■ Exercise objective ■
Reproduce all entries below verbatim. Skip the pictures.

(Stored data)
[Start of section]

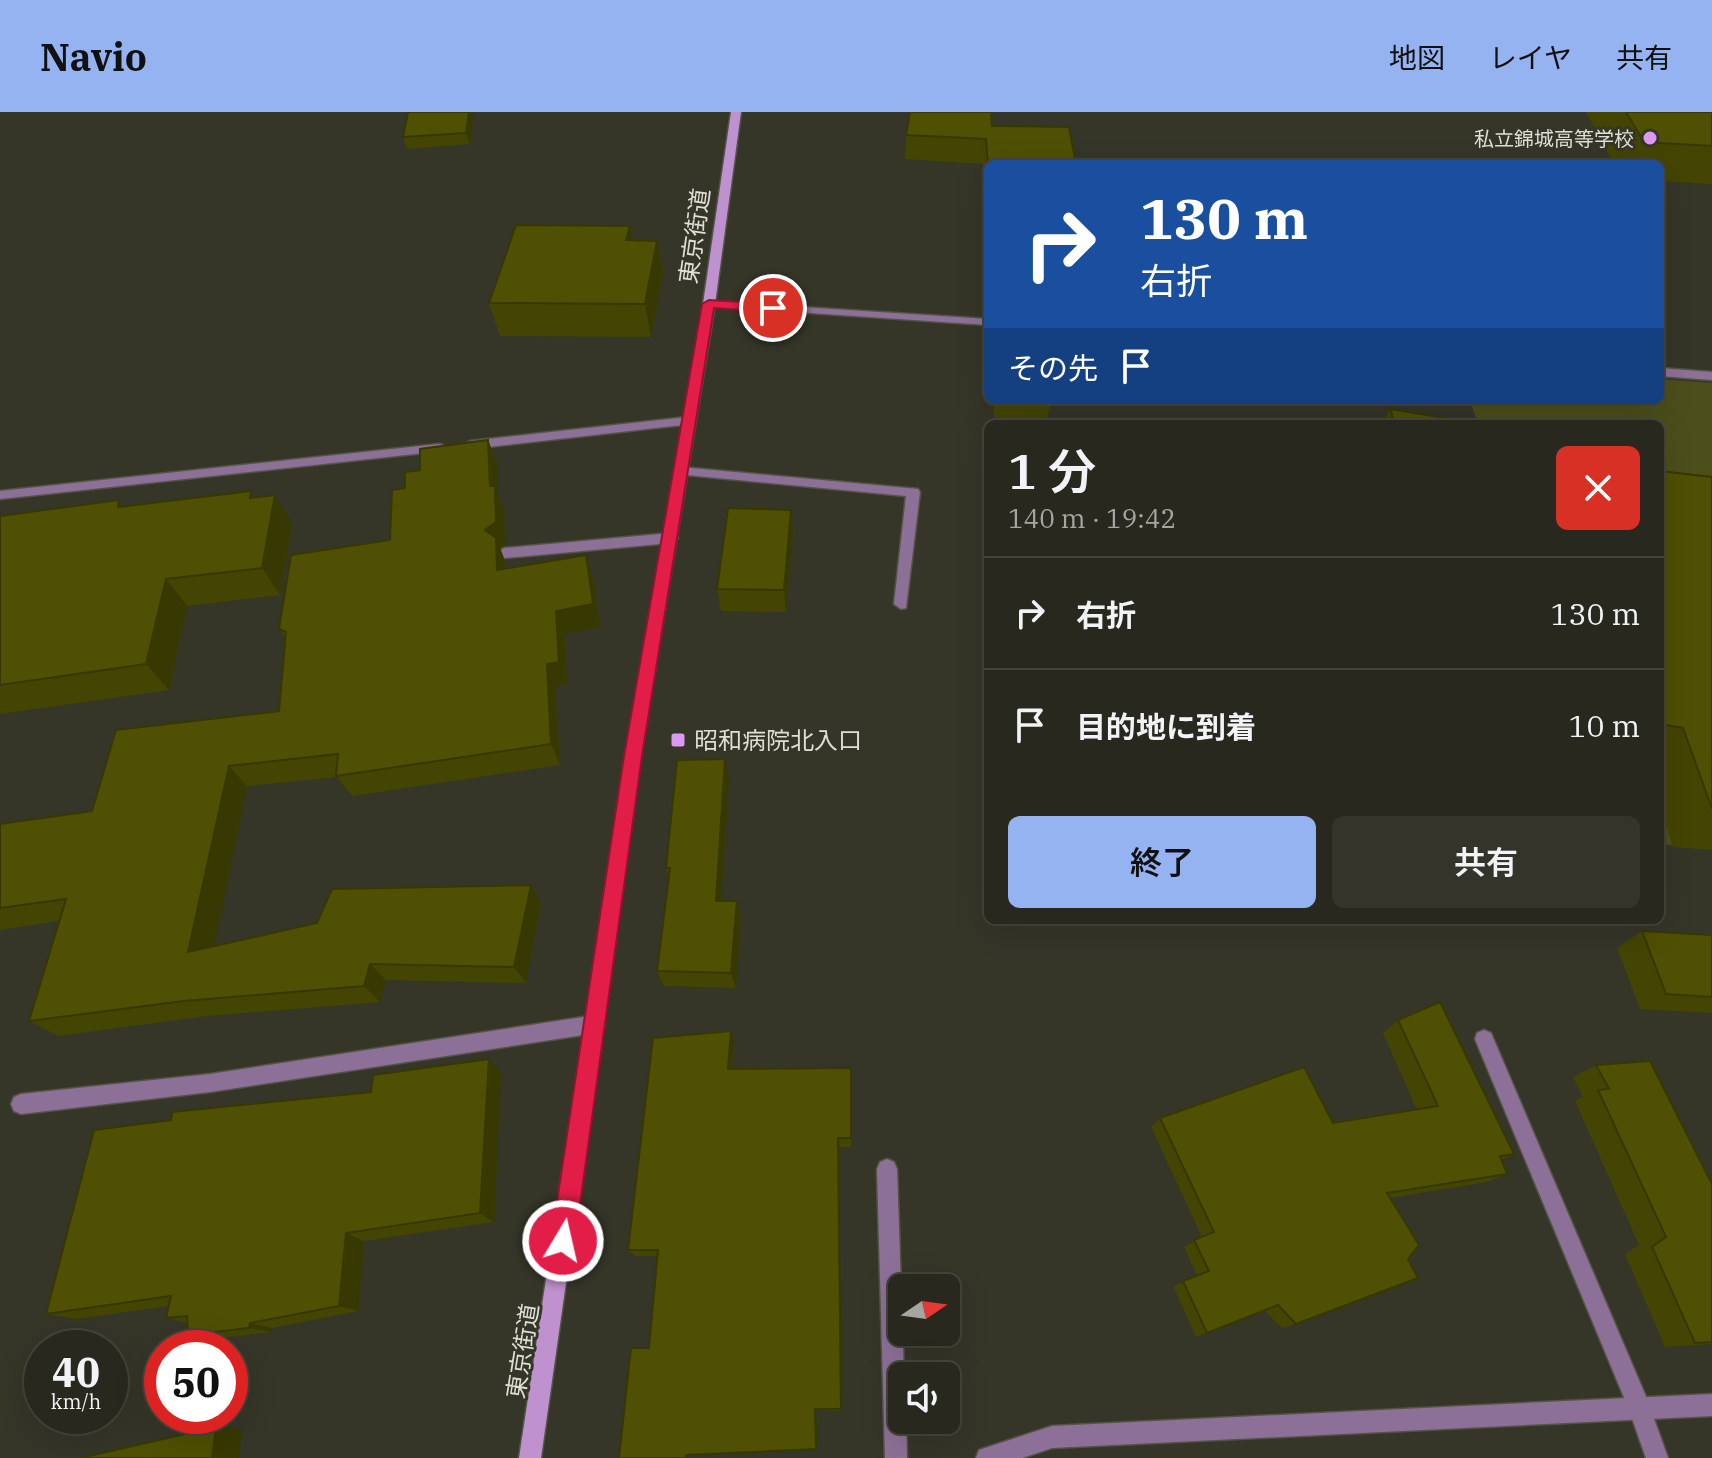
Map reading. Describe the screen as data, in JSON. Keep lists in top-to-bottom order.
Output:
{
  "streets": {
    "main road": ["東京街道"]
  },
  "places": {
    "other": ["私立錦城高等学校"],
    "transit": ["昭和病院北入口"]
  },
  "north": "right",
  "page": {
    "header": "Navio",
    "nav": ["地図", "レイヤ", "共有"],
    "turn": ["130 m", "右折"],
    "then": "その先",
    "heading": ["1 分", "140 m · 19:42"],
    "list": [
      {
        "name": "右折",
        "value": "130 m"
      },
      {
        "name": "目的地に到着",
        "value": "10 m"
      }
    ],
    "buttons": ["終了", "共有"],
    "speed": "40 km/h",
    "limit": "50"
  }
}
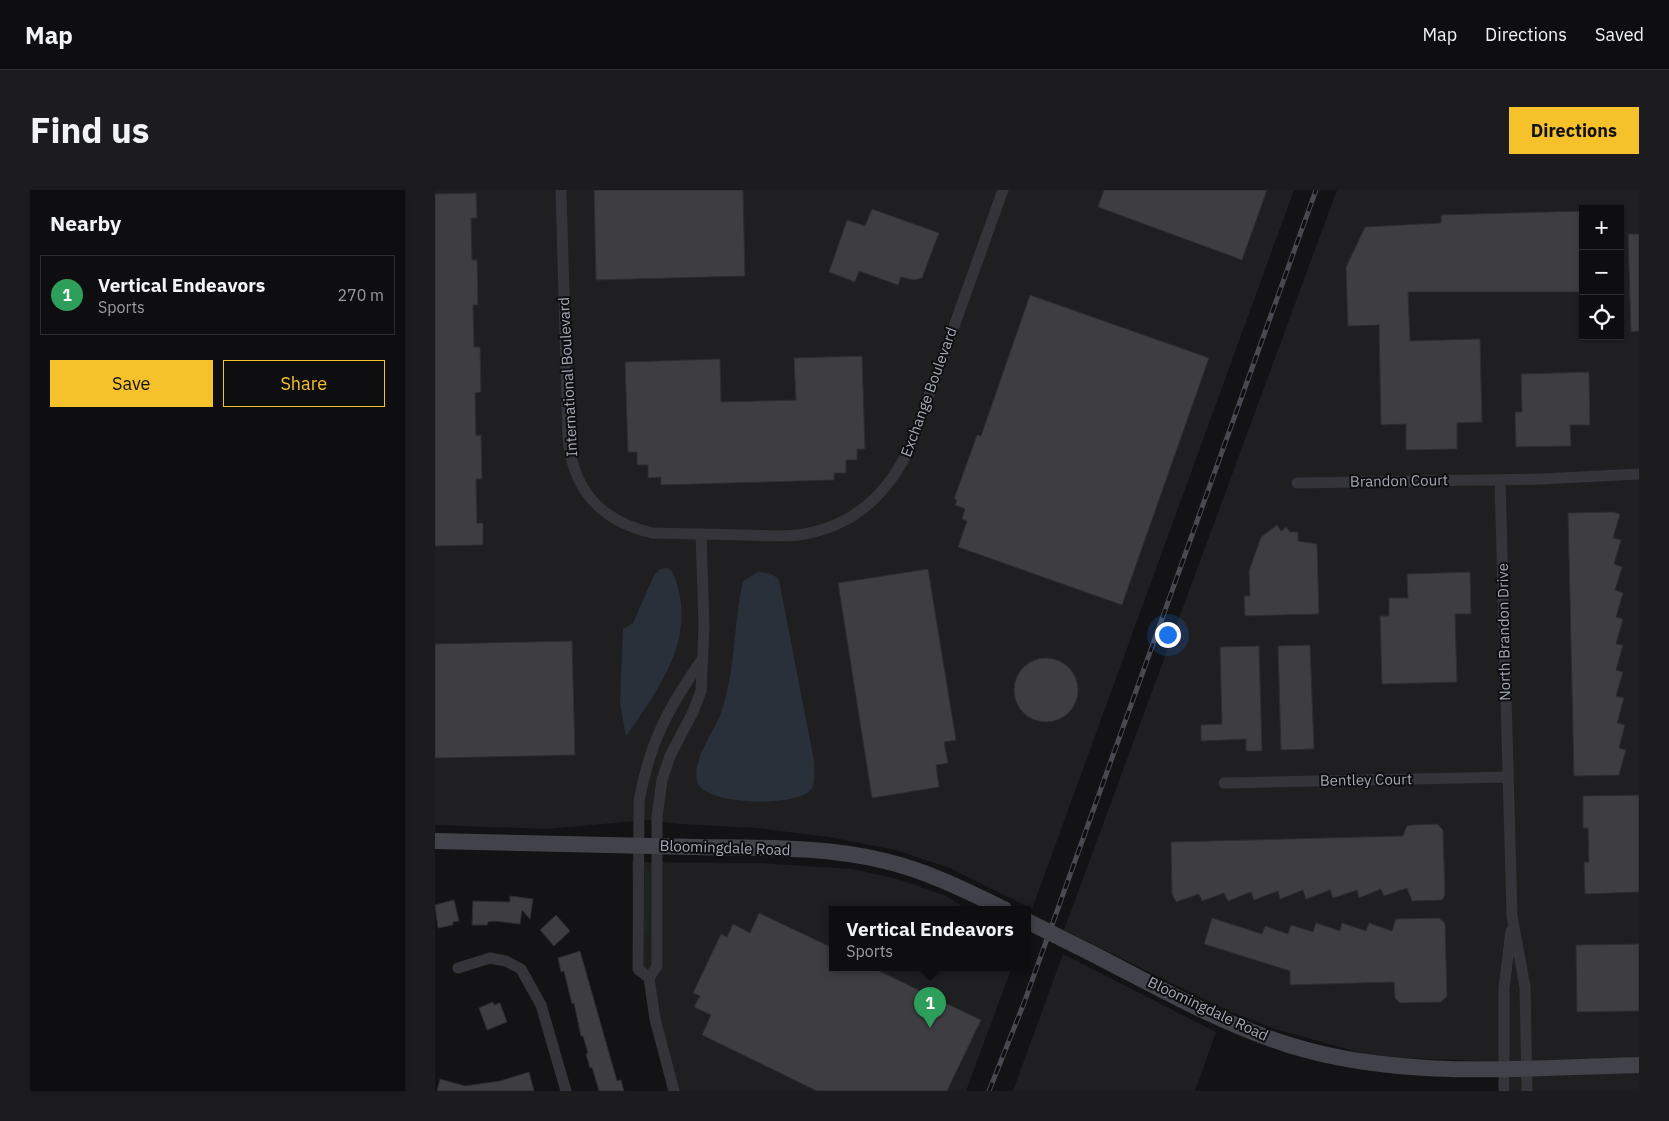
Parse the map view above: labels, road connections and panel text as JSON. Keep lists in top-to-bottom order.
{
  "streets": {
    "main road": ["Bloomingdale Road"],
    "street": [
      "International Boulevard",
      "Exchange Boulevard",
      "Brandon Court",
      "North Brandon Drive",
      "Bentley Court"
    ]
  },
  "crossings": [
    ["International Boulevard", "Exchange Boulevard"],
    ["Brandon Court", "North Brandon Drive"],
    ["North Brandon Drive", "Bentley Court"],
    ["North Brandon Drive", "Bloomingdale Road"]
  ],
  "page": {
    "header": "Map",
    "nav": ["Map", "Directions", "Saved"],
    "title": "Find us",
    "buttons": [
      "Directions",
      ["Save", "Share"]
    ],
    "heading": "Nearby",
    "map_buttons": ["+", "−"],
    "list": [
      {
        "mark": "1",
        "name": "Vertical Endeavors",
        "note": "Sports",
        "value": "270 m"
      }
    ],
    "popup": ["Vertical Endeavors", "Sports"],
    "pins": "1"
  }
}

[End of section]

■ Your response ■
Map reading. Describe the screen as data, in JSON. Keep lists in top-to-bottom order.
Output:
{
  "streets": {
    "main road": ["東京街道"]
  },
  "places": {
    "other": ["私立錦城高等学校"],
    "transit": ["昭和病院北入口"]
  },
  "north": "right",
  "page": {
    "header": "Navio",
    "nav": ["地図", "レイヤ", "共有"],
    "turn": ["130 m", "右折"],
    "then": "その先",
    "heading": ["1 分", "140 m · 19:42"],
    "list": [
      {
        "name": "右折",
        "value": "130 m"
      },
      {
        "name": "目的地に到着",
        "value": "10 m"
      }
    ],
    "buttons": ["終了", "共有"],
    "speed": "40 km/h",
    "limit": "50"
  }
}
Parse the map view above: labels, road connections and panel text as JSON. Keep lists in top-to-bottom order.
{
  "streets": {
    "main road": ["Bloomingdale Road"],
    "street": [
      "International Boulevard",
      "Exchange Boulevard",
      "Brandon Court",
      "North Brandon Drive",
      "Bentley Court"
    ]
  },
  "crossings": [
    ["International Boulevard", "Exchange Boulevard"],
    ["Brandon Court", "North Brandon Drive"],
    ["North Brandon Drive", "Bentley Court"],
    ["North Brandon Drive", "Bloomingdale Road"]
  ],
  "page": {
    "header": "Map",
    "nav": ["Map", "Directions", "Saved"],
    "title": "Find us",
    "buttons": [
      "Directions",
      ["Save", "Share"]
    ],
    "heading": "Nearby",
    "map_buttons": ["+", "−"],
    "list": [
      {
        "mark": "1",
        "name": "Vertical Endeavors",
        "note": "Sports",
        "value": "270 m"
      }
    ],
    "popup": ["Vertical Endeavors", "Sports"],
    "pins": "1"
  }
}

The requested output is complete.